Problem description = Report each line of the data that contains the string "boxes".

Record set =
= = =
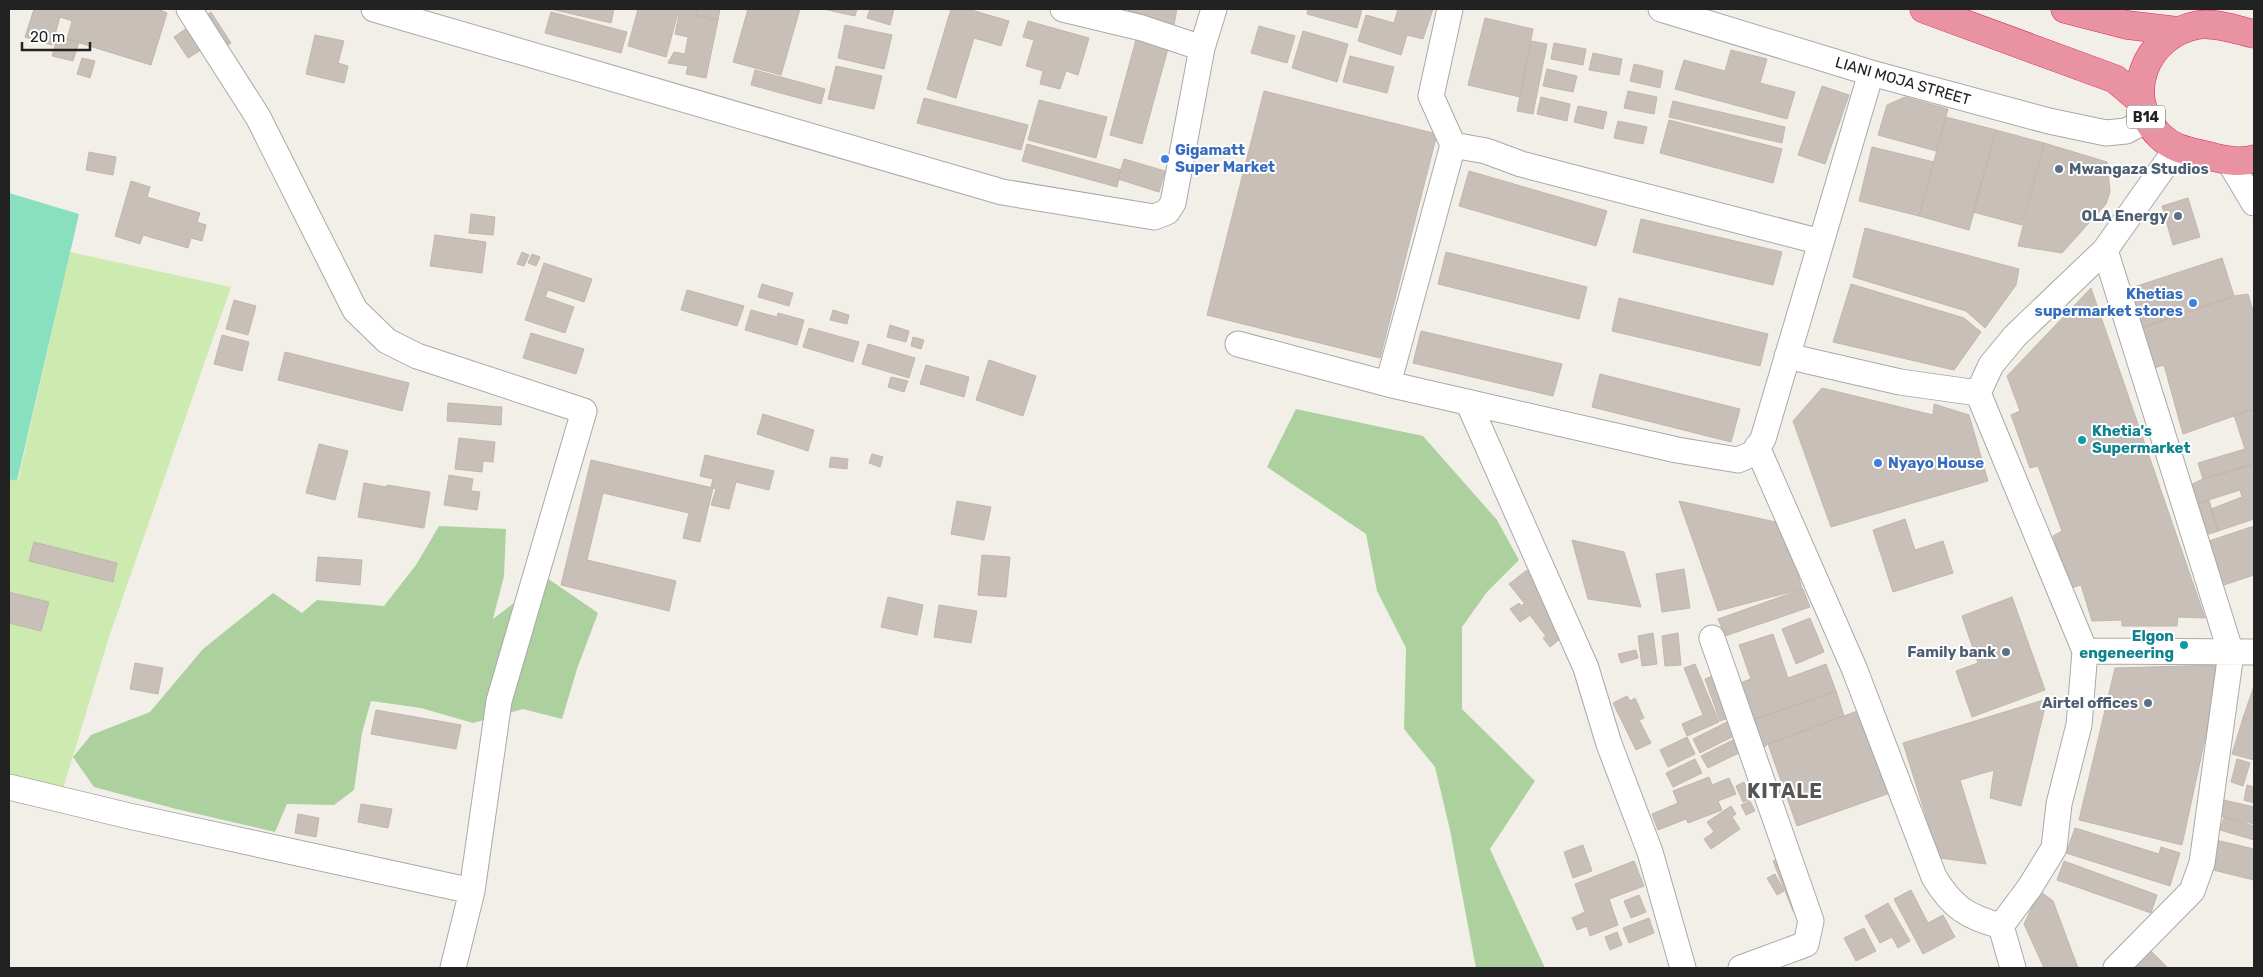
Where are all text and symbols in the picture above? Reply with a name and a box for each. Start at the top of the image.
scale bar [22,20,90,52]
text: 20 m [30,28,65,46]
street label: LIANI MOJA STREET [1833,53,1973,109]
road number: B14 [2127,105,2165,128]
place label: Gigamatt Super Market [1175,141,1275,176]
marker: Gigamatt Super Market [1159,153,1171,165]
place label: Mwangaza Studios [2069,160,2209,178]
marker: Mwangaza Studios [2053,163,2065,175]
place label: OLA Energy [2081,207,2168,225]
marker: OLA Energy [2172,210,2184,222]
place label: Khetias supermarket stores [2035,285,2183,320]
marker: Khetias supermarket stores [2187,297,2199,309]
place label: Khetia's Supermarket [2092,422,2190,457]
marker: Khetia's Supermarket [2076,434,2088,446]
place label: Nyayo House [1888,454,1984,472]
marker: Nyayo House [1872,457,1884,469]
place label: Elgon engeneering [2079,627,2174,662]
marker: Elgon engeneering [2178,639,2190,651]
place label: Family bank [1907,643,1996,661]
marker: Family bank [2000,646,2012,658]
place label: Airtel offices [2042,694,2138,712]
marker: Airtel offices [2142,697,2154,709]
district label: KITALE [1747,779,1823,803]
= = =
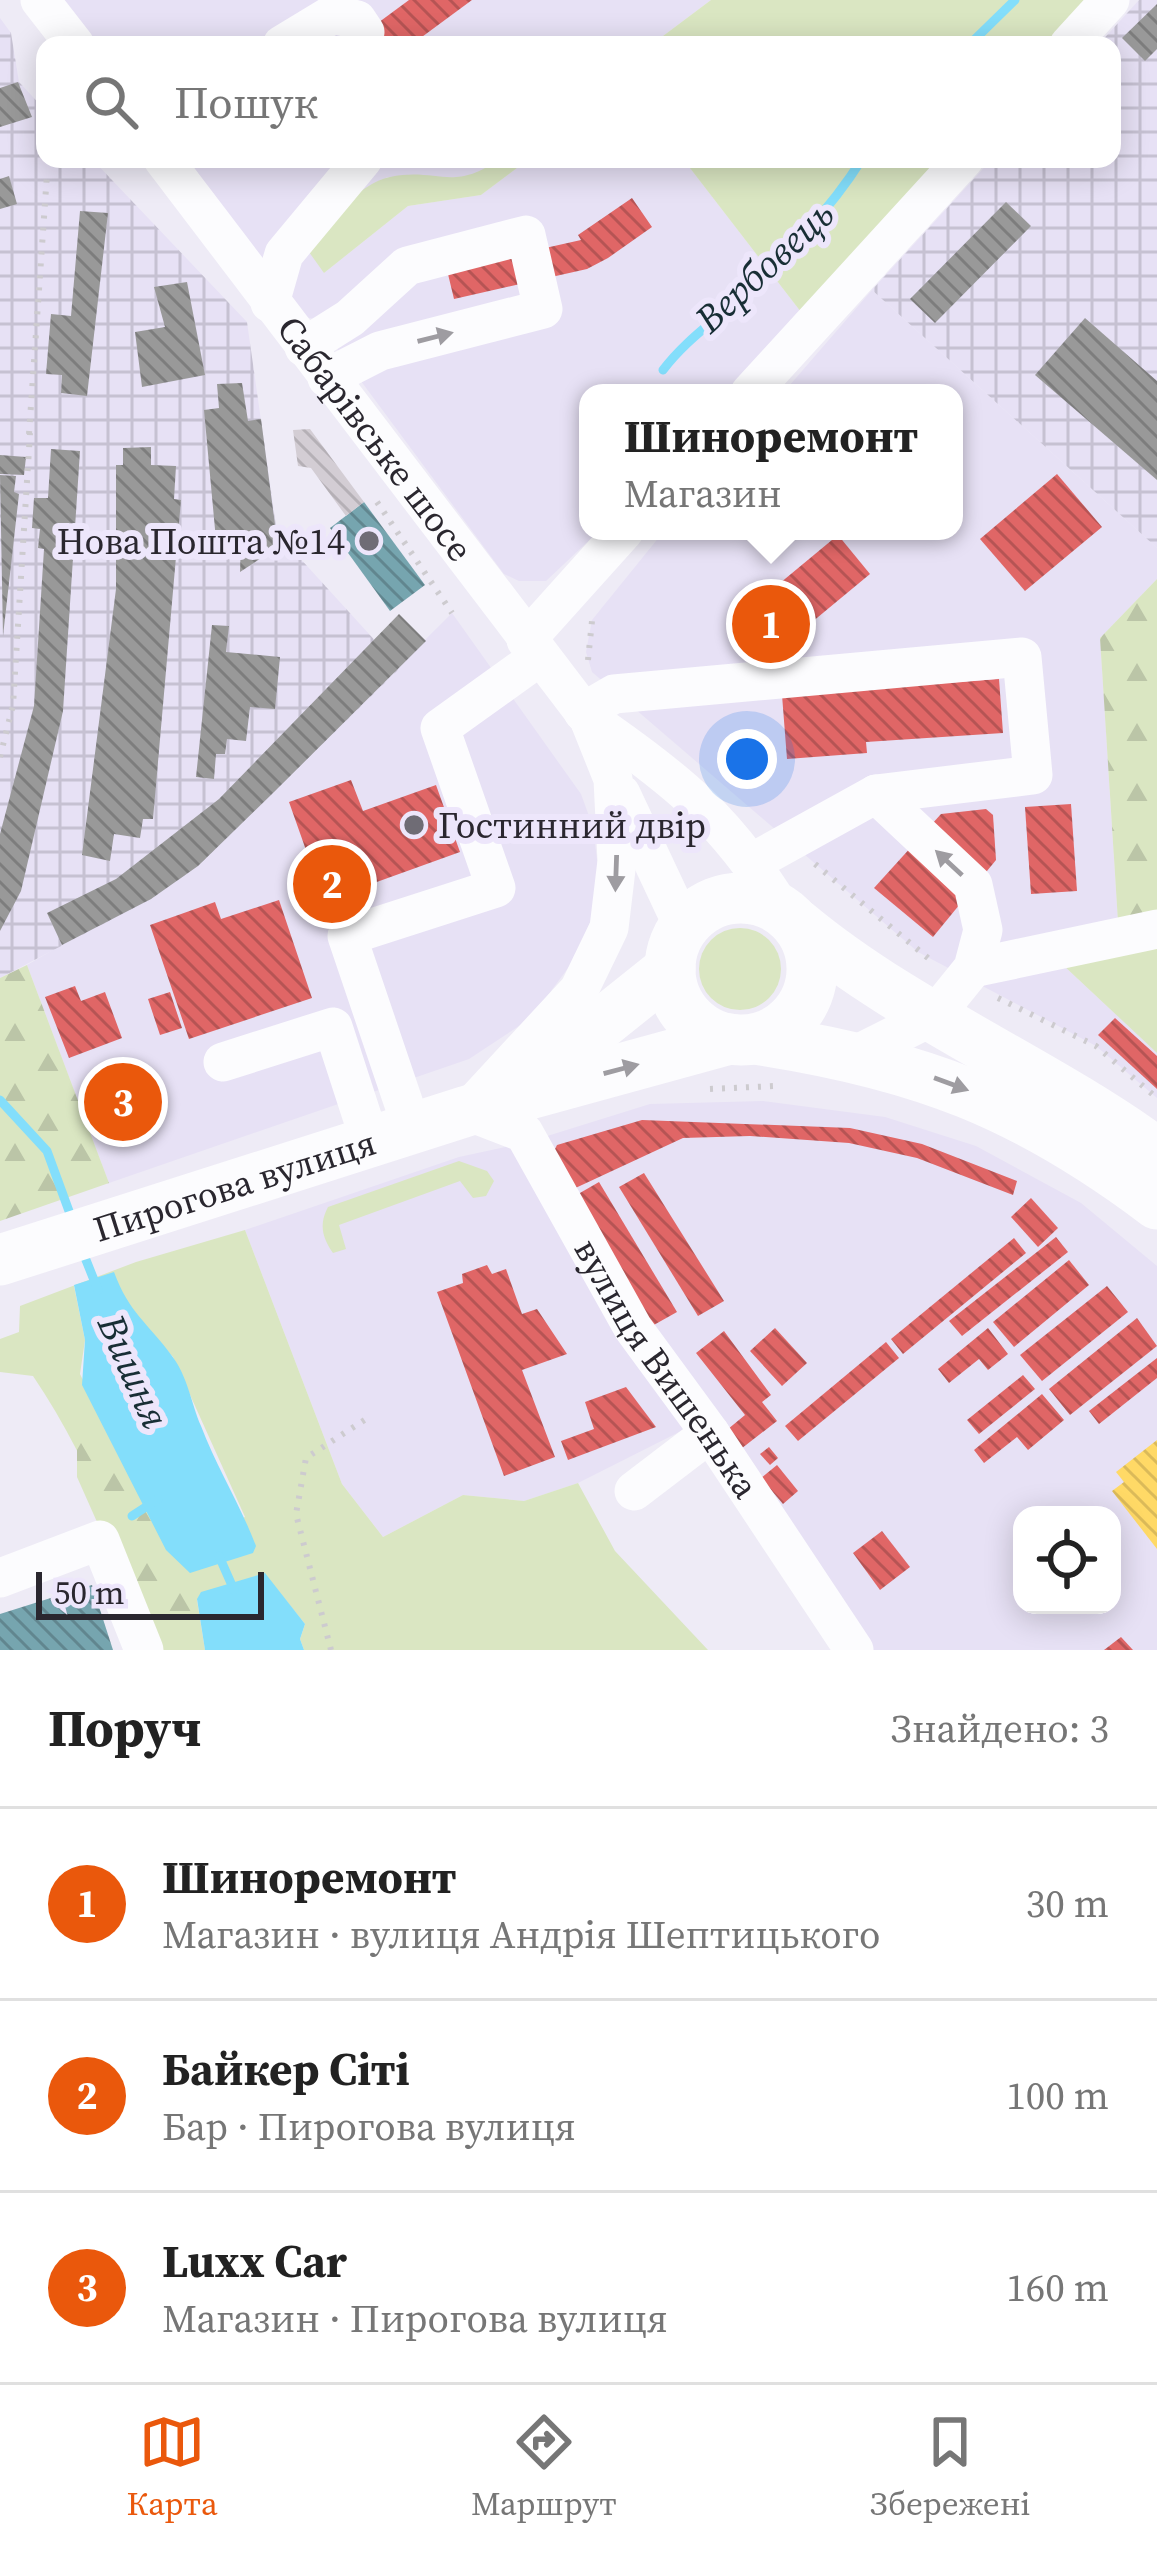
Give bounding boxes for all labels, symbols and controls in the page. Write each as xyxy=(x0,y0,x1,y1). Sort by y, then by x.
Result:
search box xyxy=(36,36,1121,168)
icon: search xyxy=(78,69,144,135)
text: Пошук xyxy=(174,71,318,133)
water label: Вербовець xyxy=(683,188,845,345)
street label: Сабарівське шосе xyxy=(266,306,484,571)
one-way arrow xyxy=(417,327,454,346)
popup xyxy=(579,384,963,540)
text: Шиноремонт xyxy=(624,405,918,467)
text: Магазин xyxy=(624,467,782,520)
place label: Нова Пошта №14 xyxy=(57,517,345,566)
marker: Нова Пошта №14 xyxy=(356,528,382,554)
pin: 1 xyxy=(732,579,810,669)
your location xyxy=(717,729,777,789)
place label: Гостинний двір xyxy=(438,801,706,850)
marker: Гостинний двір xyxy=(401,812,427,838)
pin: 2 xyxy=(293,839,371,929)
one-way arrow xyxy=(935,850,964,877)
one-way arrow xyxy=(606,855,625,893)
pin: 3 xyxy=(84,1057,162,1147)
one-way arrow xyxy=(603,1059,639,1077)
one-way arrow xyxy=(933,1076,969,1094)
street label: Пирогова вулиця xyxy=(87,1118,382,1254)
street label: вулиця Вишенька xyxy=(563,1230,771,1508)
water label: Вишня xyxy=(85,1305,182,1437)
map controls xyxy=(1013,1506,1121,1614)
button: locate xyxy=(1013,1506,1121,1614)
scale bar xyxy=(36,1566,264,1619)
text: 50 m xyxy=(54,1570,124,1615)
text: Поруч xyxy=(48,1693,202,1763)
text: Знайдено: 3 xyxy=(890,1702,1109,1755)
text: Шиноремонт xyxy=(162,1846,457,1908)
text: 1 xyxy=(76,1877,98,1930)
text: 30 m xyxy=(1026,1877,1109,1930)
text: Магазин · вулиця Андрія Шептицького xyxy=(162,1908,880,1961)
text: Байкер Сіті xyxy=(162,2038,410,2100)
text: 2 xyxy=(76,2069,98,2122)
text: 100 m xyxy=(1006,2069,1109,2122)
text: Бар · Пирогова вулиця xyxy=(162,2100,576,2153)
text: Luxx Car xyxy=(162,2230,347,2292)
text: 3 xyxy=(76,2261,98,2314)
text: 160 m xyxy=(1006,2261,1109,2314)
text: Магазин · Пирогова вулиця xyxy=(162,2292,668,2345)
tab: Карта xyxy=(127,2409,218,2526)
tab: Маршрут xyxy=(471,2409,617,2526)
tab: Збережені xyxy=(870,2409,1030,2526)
= = =
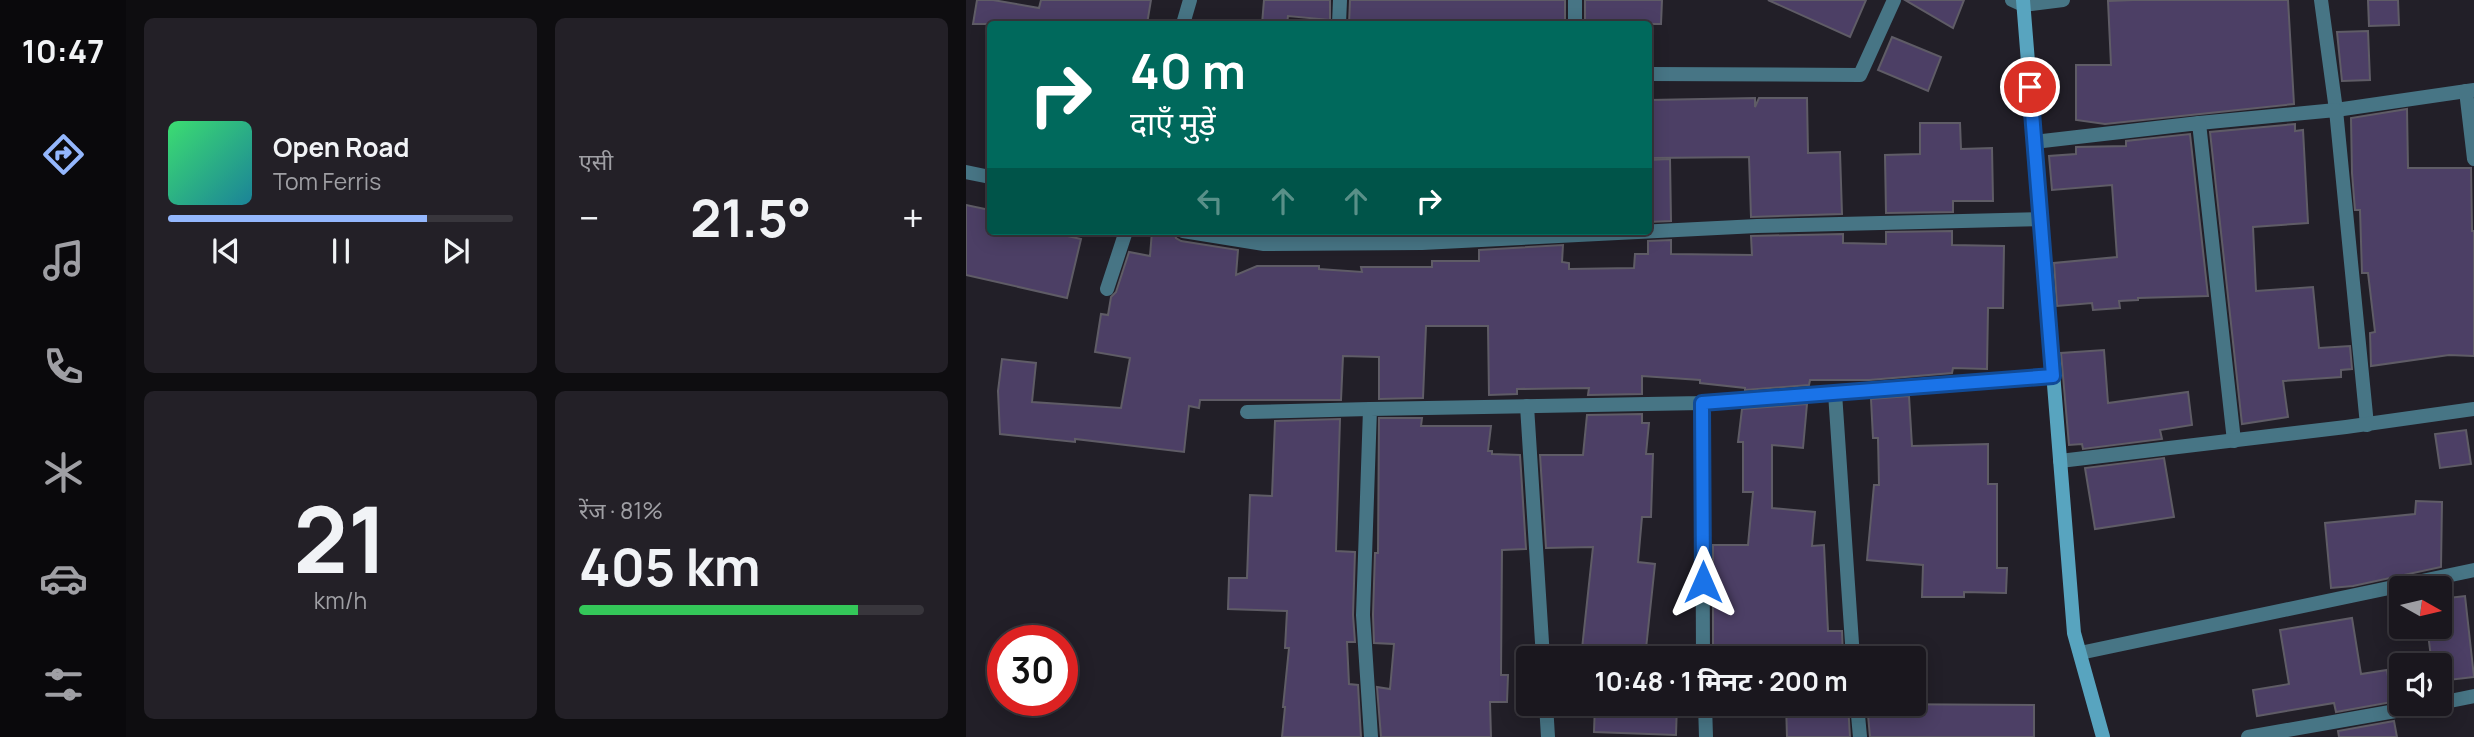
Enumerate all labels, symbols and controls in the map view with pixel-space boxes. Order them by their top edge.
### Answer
= = =
Response box =
Give bounding boxes for all labels, symbols and controls in the page. Write each as xyxy=(x0,y0,x1,y1). Sort by y, then by x.
Enumerate all labels, symbols and controls in the map view with pixel-space boxes. Order them by their top edge.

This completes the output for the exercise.